Principais fatos e números
- O DNB transferiu cerca de 86 toneladas métricas de ouro para o Reino Unido.
- A operação ocorreu entre março e agosto.
- Londres passou a custodiar 32,1% das reservas de ouro do banco central holandês.
- Zeist concentra 30,8% das reservas; Nova York e Ottawa mantêm 18,5% cada.
- O DNB afirmou que o ouro em Londres pode ser negociado mais rapidamente em uma crise.
- O ouro era cotado a US$ 4.429,61 por onça, com alta de quase 25% em 12 meses.
Por que isso importa para empresários e investidores
A decisão destaca que bancos centrais avaliam não apenas o volume das reservas, mas também sua localização, padronização e rapidez de mobilização.
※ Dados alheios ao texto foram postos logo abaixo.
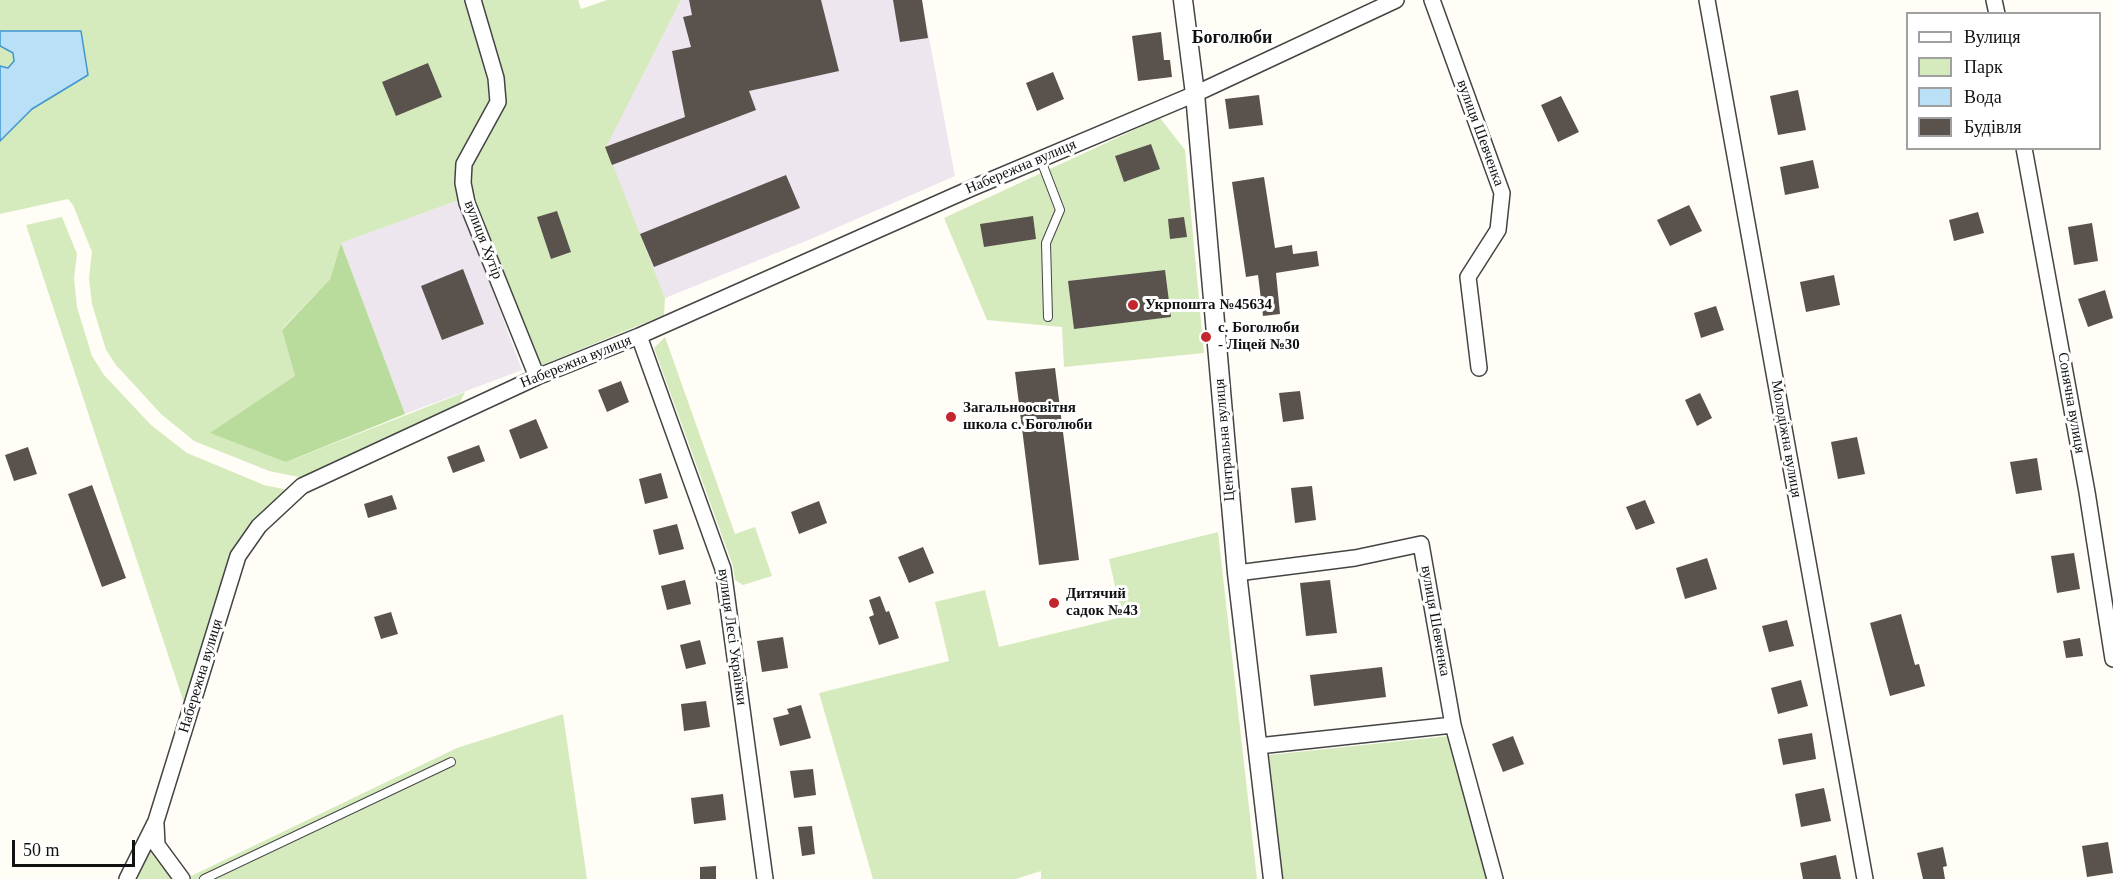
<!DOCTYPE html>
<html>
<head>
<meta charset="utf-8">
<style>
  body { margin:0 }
  #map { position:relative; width:2113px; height:879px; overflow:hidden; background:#fffdf5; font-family:Georgia,serif }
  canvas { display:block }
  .legend { position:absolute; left:1906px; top:12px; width:195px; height:138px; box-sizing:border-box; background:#fff; border:2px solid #a0a0a0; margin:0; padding:8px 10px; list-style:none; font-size:18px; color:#111 }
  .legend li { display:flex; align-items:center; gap:12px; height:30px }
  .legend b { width:30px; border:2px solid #a0a0a0 }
  .scale { position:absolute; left:12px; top:840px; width:123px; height:27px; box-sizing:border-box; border:3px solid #111; border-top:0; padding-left:8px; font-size:18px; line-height:21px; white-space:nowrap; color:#111; -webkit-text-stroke:4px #fff; paint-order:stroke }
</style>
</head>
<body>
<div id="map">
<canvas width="2113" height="879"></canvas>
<ul class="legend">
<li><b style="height:8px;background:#fff"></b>Вулиця</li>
<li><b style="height:16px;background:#d5ebbd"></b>Парк</li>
<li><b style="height:16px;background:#b9e0f7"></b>Вода</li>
<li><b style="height:16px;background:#5a524d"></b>Будівля</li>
</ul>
<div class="scale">50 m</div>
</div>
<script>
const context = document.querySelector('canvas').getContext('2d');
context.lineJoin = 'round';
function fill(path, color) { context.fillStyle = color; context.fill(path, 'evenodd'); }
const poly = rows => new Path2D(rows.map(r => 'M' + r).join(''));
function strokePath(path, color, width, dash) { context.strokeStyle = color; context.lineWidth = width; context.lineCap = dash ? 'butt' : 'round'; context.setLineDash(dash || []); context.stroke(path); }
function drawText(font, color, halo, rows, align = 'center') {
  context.font = font + ' Georgia,serif'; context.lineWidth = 6; context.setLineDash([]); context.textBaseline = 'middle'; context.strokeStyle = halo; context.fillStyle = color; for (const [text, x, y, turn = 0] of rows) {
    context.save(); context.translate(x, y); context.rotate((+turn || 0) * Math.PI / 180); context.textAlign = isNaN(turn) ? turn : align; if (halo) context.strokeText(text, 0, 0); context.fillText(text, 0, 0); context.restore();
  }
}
fill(poly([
  [681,0,922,0,955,176,811,239,665,298,605,147],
  [459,200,522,370,405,414,341,243]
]), '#eee6ef');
fill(poly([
  [0,0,464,0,487,80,489,100,457,162,459,200,341,243,330,279,282,329,295,376,286,462,465,392,458,407,304,478,269,471,194,441,161,414,116,365,106,350,92,304,89,278,92,252,73,205,68,199,0,214,0,141,32,109,88,75,81,31,0,31],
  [480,0,578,0,581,9,607,0,681,0,606,147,665,298,664,315,540,366,473,201,469,183,470,166,504,103],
  [0,46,13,53,14,61,8,68,0,66],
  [1160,118,1185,150,1204,353,1064,367,1062,327,987,320,944,218],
  [62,217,77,254,74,278,77,307,84,330,92,356,104,375,151,425,187,453,264,485,288,490,254,521,185,706,26,225],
  [665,337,735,534,755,527,772,576,743,585,735,580,733,566,654,348],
  [1218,532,1257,879,1041,879,1041,871,1016,879,873,879,819,693,949,661,935,602,985,590,999,647,1122,617,1109,559],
  [563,714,587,879,191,879,189,877,457,748],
  [1449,736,1487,879,1283,879,1269,755],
  [152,847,175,879,132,879]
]), '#d5ebbd');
fill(poly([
  [341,243,405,414,286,462,210,433,295,376,282,330,330,279]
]), '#b9dc9c');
const water = poly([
  [0,31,81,31,88,75,32,109,0,141,0,66,8,68,14,61,13,53,0,46,0,31]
]);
fill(water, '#b9e0f7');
strokePath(water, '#3f96cf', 1.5);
fill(poly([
  [689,0,821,0,839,71,749,91,756,110,612,165,605,147,685,117,672,51,691,47,683,17,692,15],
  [893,0,922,0,928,38,900,42],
  [1161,32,1164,60,1170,60,1172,77,1138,81,1132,36],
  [428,63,442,97,396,116,382,82],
  [1053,72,1064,99,1037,111,1026,83],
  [1798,90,1806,130,1778,135,1770,96],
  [1259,95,1263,125,1229,129,1225,99],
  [1561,96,1579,132,1558,142,1541,105],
  [1151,144,1160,169,1124,182,1115,156],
  [1813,160,1819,188,1785,195,1780,167],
  [786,175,800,208,654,267,640,234],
  [1264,177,1275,248,1292,245,1293,254,1317,251,1319,266,1276,273,1280,314,1263,316,1258,275,1246,277,1232,182],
  [1689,205,1702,231,1670,246,1657,220],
  [557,211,571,252,551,259,537,217],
  [1978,212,1984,233,1954,241,1949,220],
  [1033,216,1036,239,984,247,980,224],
  [1184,217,1187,237,1170,239,1168,219],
  [2092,223,2098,261,2074,265,2068,227],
  [463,269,484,324,442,340,421,286],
  [1165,270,1171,317,1074,329,1068,281],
  [1834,275,1840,305,1806,312,1800,282],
  [2105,290,2113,318,2088,327,2078,299],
  [1716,306,1724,330,1701,338,1694,313],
  [1055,368,1079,560,1039,565,1015,372],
  [621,381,629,402,607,412,598,390],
  [1300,391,1304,419,1283,422,1279,393],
  [1700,393,1712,418,1697,426,1685,400],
  [536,419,548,448,520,459,509,430],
  [1857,437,1865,474,1838,479,1831,442],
  [479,445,485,461,453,473,447,457],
  [28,447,37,474,14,481,5,455],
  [2037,458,2042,490,2016,494,2010,462],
  [661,473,668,498,645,504,639,479],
  [92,485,126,578,102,587,68,494],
  [1312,486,1316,520,1295,523,1291,488],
  [392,495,397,509,368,518,364,504],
  [1645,500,1655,523,1636,530,1626,507],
  [819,501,827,523,799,534,791,512],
  [677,524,684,549,659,555,653,530],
  [923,547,934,573,909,583,898,557],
  [2074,553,2080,589,2057,593,2051,556],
  [1707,558,1717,589,1685,599,1676,568],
  [685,580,691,604,667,610,661,586],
  [1330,580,1337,633,1306,636,1300,583],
  [880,596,886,612,889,611,899,638,879,645,869,617,874,615,869,600],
  [391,612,398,634,381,639,374,617],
  [1901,614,1915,665,1919,664,1925,686,1890,696,1870,623],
  [1787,620,1794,646,1769,652,1762,626],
  [783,637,788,668,762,672,757,641],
  [2080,638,2083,656,2066,658,2063,641],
  [700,640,706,664,686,669,680,645],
  [1382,667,1386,697,1314,706,1310,675],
  [1801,680,1808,706,1778,714,1771,688],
  [706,701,710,727,684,731,681,704],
  [801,705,811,738,780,746,773,718,789,714,787,709],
  [1812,733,1816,759,1783,765,1778,739],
  [1513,736,1524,764,1503,772,1492,744],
  [813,769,816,795,794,798,790,771],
  [1824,788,1831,821,1801,827,1795,794],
  [723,794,726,820,694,824,691,798],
  [812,826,815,854,802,856,798,827],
  [2108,842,2113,873,2087,877,2082,846],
  [1943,847,1947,866,1943,867,1945,879,1923,879,1917,853],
  [1836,855,1841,879,1803,879,1800,863],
  [716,866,716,879,700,879,700,867]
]), '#5a524d');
const service = poly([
  [1040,158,1060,210,1046,243,1048,317],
  [204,879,451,762]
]);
const minor = poly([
  [473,0,496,78,498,102,464,164,463,183,467,203,537,377],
  [1432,0,1502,193,1498,230,1468,277,1479,368],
  [1707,0,1865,879],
  [1994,0,1997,14],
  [2024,148,2087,492,2113,659],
  [639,336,723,569,765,879],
  [1237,573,1355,558,1421,544,1453,725,1495,879],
  [1258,746,1453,725],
  [156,824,157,845,182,879],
  [127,879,156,821,238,556,259,526,302,486,537,377,639,336,972,188,1195,94,1396,0]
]);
const tertiary = poly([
  [1183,0,1195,94,1237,573,1273,879]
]);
strokePath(service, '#444', 10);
strokePath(minor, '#444', 18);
strokePath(tertiary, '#444', 21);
strokePath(service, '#fff', 8);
strokePath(minor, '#fff', 15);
strokePath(tertiary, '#fff', 18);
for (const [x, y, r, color] of [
  [1133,305,6,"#c4262e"],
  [1206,337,6,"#c4262e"],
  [951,417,6,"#c4262e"],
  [1054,603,6,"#c4262e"]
]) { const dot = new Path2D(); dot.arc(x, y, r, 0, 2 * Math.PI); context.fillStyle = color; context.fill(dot); strokePath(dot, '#fff', 2); }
drawText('15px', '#111', '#fff', [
  ["вулиця Шевченка",1480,133,70],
  ["Набережна вулиця",1021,167,-23],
  ["вулиця Хутір",483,240,69],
  ["Набережна вулиця",576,362,-22],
  ["Сонячна вулиця",2071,403,80],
  ["Молодіжна вулиця",1786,439,80],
  ["Центральна вулиця",1225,440,-95],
  ["вулиця Шевченка",1435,621,80],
  ["вулиця Лесі Українки",732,637,82],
  ["Набережна вулиця",201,676,-73]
]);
drawText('bold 15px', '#111', '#fff', [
  ["Укрпошта №45634",1145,305],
  ["с. Боголюби",1218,328],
  ["- Ліцей №30",1218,345],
  ["Загальноосвітня",963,408],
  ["школа с. Боголюби",963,425],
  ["Дитячий",1066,594],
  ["садок №43",1066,611]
], 'left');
drawText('bold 18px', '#111', '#fff', [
  ["Боголюби",1232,38]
]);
</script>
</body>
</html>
Para investidores e empresas expostas a moedas, juros e commodities, o movimento reforça a importância da liquidez e da diversificação geográfica em planos de contingência. A transferência ocorre durante uma forte valorização do ouro e em meio a tensões geopolíticas, mas os dados fornecidos não permitem afirmar que ela antecipe uma crise ou uma mudança coordenada entre autoridades monetárias. O próprio DNB declarou esperar não precisar utilizar essas reservas.